PROBLEM STATEMENT | The entire set of lines below should be copied exactly.

DATA FOR ANALYSIS |
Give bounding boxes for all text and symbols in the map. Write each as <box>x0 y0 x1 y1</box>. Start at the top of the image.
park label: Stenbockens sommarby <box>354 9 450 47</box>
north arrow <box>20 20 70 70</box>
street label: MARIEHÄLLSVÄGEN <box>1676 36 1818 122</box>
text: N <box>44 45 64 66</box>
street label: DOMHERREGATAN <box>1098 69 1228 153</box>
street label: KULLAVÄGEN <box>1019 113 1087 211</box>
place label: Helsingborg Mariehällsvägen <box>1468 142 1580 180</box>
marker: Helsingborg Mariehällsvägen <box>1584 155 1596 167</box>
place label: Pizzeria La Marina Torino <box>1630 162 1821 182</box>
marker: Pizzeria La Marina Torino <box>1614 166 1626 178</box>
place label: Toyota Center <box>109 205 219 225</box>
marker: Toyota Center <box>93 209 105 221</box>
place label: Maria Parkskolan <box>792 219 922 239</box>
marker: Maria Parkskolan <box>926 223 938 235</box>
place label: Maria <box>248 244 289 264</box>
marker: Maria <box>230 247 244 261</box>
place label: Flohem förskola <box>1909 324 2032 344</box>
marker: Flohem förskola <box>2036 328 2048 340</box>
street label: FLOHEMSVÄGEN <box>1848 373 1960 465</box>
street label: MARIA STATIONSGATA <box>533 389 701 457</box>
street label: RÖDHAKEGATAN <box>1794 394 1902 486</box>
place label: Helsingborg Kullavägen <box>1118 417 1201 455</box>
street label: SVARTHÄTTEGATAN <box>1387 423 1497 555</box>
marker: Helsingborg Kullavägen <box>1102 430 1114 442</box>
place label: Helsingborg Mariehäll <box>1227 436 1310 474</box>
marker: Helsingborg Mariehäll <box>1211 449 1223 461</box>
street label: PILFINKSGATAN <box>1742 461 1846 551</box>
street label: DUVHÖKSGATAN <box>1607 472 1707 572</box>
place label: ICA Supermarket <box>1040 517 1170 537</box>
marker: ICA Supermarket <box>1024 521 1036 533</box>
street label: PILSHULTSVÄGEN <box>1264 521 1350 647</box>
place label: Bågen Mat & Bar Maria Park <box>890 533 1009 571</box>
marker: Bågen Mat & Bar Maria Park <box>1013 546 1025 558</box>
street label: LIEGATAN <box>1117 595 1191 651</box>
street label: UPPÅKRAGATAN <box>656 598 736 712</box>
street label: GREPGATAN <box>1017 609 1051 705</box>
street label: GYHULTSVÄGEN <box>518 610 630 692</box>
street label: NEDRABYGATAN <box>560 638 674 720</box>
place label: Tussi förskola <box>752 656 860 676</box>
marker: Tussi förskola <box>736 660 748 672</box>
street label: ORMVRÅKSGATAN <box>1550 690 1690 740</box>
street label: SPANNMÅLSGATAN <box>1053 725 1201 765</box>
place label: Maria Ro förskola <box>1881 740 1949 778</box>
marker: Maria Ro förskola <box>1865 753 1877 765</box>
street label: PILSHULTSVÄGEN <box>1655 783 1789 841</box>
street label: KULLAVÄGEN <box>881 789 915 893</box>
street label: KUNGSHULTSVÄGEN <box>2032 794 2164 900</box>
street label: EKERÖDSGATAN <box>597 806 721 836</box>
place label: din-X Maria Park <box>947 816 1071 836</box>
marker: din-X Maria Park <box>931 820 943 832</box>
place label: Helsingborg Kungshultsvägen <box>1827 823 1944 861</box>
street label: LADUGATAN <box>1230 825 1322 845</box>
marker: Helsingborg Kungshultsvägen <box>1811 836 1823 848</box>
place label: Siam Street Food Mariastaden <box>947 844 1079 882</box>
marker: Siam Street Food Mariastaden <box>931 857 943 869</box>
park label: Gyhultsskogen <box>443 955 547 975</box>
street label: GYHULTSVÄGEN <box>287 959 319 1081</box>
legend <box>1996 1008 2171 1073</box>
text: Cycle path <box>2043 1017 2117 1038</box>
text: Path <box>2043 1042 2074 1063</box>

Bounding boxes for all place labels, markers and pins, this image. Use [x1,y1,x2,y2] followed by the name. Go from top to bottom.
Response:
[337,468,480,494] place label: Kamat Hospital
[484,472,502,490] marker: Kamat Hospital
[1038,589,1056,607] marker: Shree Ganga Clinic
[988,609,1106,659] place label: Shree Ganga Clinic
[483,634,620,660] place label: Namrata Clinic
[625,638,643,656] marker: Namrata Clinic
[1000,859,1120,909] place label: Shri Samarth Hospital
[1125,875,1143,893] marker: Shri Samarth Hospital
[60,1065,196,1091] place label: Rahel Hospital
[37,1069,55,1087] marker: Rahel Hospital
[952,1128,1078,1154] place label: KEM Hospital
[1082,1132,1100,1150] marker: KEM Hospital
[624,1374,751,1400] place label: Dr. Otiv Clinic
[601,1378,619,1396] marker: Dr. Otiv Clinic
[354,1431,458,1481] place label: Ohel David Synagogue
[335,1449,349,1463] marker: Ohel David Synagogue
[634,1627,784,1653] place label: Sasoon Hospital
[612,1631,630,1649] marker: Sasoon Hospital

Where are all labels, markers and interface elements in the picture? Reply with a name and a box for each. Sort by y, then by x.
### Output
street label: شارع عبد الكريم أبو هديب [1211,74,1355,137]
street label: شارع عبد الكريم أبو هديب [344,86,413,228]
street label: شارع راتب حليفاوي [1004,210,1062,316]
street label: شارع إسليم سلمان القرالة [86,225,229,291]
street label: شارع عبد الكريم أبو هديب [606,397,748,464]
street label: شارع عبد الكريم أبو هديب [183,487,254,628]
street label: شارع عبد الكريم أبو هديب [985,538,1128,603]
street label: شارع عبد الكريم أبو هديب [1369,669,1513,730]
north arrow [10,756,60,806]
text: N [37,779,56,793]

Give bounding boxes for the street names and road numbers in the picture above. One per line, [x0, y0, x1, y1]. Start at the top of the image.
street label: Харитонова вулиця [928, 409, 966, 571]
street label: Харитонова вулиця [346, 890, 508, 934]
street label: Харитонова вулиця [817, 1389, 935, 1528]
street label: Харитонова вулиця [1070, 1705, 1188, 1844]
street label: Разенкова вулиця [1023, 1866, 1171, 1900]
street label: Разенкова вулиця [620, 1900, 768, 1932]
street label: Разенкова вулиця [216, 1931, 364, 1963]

YOUR SOLUTION |
Give bounding boxes for all text and symbols in the map. Write each as <box>x0 y0 x1 y1</box>. Start at the top of the image.
park label: Stenbockens sommarby <box>354 9 450 47</box>
north arrow <box>20 20 70 70</box>
street label: MARIEHÄLLSVÄGEN <box>1676 36 1818 122</box>
text: N <box>44 45 64 66</box>
street label: DOMHERREGATAN <box>1098 69 1228 153</box>
street label: KULLAVÄGEN <box>1019 113 1087 211</box>
place label: Helsingborg Mariehällsvägen <box>1468 142 1580 180</box>
marker: Helsingborg Mariehällsvägen <box>1584 155 1596 167</box>
place label: Pizzeria La Marina Torino <box>1630 162 1821 182</box>
marker: Pizzeria La Marina Torino <box>1614 166 1626 178</box>
place label: Toyota Center <box>109 205 219 225</box>
marker: Toyota Center <box>93 209 105 221</box>
place label: Maria Parkskolan <box>792 219 922 239</box>
marker: Maria Parkskolan <box>926 223 938 235</box>
place label: Maria <box>248 244 289 264</box>
marker: Maria <box>230 247 244 261</box>
place label: Flohem förskola <box>1909 324 2032 344</box>
marker: Flohem förskola <box>2036 328 2048 340</box>
street label: FLOHEMSVÄGEN <box>1848 373 1960 465</box>
street label: MARIA STATIONSGATA <box>533 389 701 457</box>
street label: RÖDHAKEGATAN <box>1794 394 1902 486</box>
place label: Helsingborg Kullavägen <box>1118 417 1201 455</box>
street label: SVARTHÄTTEGATAN <box>1387 423 1497 555</box>
marker: Helsingborg Kullavägen <box>1102 430 1114 442</box>
place label: Helsingborg Mariehäll <box>1227 436 1310 474</box>
marker: Helsingborg Mariehäll <box>1211 449 1223 461</box>
street label: PILFINKSGATAN <box>1742 461 1846 551</box>
street label: DUVHÖKSGATAN <box>1607 472 1707 572</box>
place label: ICA Supermarket <box>1040 517 1170 537</box>
marker: ICA Supermarket <box>1024 521 1036 533</box>
street label: PILSHULTSVÄGEN <box>1264 521 1350 647</box>
place label: Bågen Mat & Bar Maria Park <box>890 533 1009 571</box>
marker: Bågen Mat & Bar Maria Park <box>1013 546 1025 558</box>
street label: LIEGATAN <box>1117 595 1191 651</box>
street label: UPPÅKRAGATAN <box>656 598 736 712</box>
street label: GREPGATAN <box>1017 609 1051 705</box>
street label: GYHULTSVÄGEN <box>518 610 630 692</box>
street label: NEDRABYGATAN <box>560 638 674 720</box>
place label: Tussi förskola <box>752 656 860 676</box>
marker: Tussi förskola <box>736 660 748 672</box>
street label: ORMVRÅKSGATAN <box>1550 690 1690 740</box>
street label: SPANNMÅLSGATAN <box>1053 725 1201 765</box>
place label: Maria Ro förskola <box>1881 740 1949 778</box>
marker: Maria Ro förskola <box>1865 753 1877 765</box>
street label: PILSHULTSVÄGEN <box>1655 783 1789 841</box>
street label: KULLAVÄGEN <box>881 789 915 893</box>
street label: KUNGSHULTSVÄGEN <box>2032 794 2164 900</box>
street label: EKERÖDSGATAN <box>597 806 721 836</box>
place label: din-X Maria Park <box>947 816 1071 836</box>
marker: din-X Maria Park <box>931 820 943 832</box>
place label: Helsingborg Kungshultsvägen <box>1827 823 1944 861</box>
street label: LADUGATAN <box>1230 825 1322 845</box>
marker: Helsingborg Kungshultsvägen <box>1811 836 1823 848</box>
place label: Siam Street Food Mariastaden <box>947 844 1079 882</box>
marker: Siam Street Food Mariastaden <box>931 857 943 869</box>
park label: Gyhultsskogen <box>443 955 547 975</box>
street label: GYHULTSVÄGEN <box>287 959 319 1081</box>
legend <box>1996 1008 2171 1073</box>
text: Cycle path <box>2043 1017 2117 1038</box>
text: Path <box>2043 1042 2074 1063</box>

Bounding boxes for all place labels, markers and pins, this image. Use [x1,y1,x2,y2] followed by the name. Go from top to bottom.
Response:
[337,468,480,494] place label: Kamat Hospital
[484,472,502,490] marker: Kamat Hospital
[1038,589,1056,607] marker: Shree Ganga Clinic
[988,609,1106,659] place label: Shree Ganga Clinic
[483,634,620,660] place label: Namrata Clinic
[625,638,643,656] marker: Namrata Clinic
[1000,859,1120,909] place label: Shri Samarth Hospital
[1125,875,1143,893] marker: Shri Samarth Hospital
[60,1065,196,1091] place label: Rahel Hospital
[37,1069,55,1087] marker: Rahel Hospital
[952,1128,1078,1154] place label: KEM Hospital
[1082,1132,1100,1150] marker: KEM Hospital
[624,1374,751,1400] place label: Dr. Otiv Clinic
[601,1378,619,1396] marker: Dr. Otiv Clinic
[354,1431,458,1481] place label: Ohel David Synagogue
[335,1449,349,1463] marker: Ohel David Synagogue
[634,1627,784,1653] place label: Sasoon Hospital
[612,1631,630,1649] marker: Sasoon Hospital

Where are all labels, markers and interface elements in the picture? Reply with a name and a box for each. Sort by y, then by x.
### Output
street label: شارع عبد الكريم أبو هديب [1211,74,1355,137]
street label: شارع عبد الكريم أبو هديب [344,86,413,228]
street label: شارع راتب حليفاوي [1004,210,1062,316]
street label: شارع إسليم سلمان القرالة [86,225,229,291]
street label: شارع عبد الكريم أبو هديب [606,397,748,464]
street label: شارع عبد الكريم أبو هديب [183,487,254,628]
street label: شارع عبد الكريم أبو هديب [985,538,1128,603]
street label: شارع عبد الكريم أبو هديب [1369,669,1513,730]
north arrow [10,756,60,806]
text: N [37,779,56,793]

Give bounding boxes for the street names and road numbers in the picture above. One per line, [x0, y0, x1, y1]. Start at the top of the image.
street label: Харитонова вулиця [928, 409, 966, 571]
street label: Харитонова вулиця [346, 890, 508, 934]
street label: Харитонова вулиця [817, 1389, 935, 1528]
street label: Харитонова вулиця [1070, 1705, 1188, 1844]
street label: Разенкова вулиця [1023, 1866, 1171, 1900]
street label: Разенкова вулиця [620, 1900, 768, 1932]
street label: Разенкова вулиця [216, 1931, 364, 1963]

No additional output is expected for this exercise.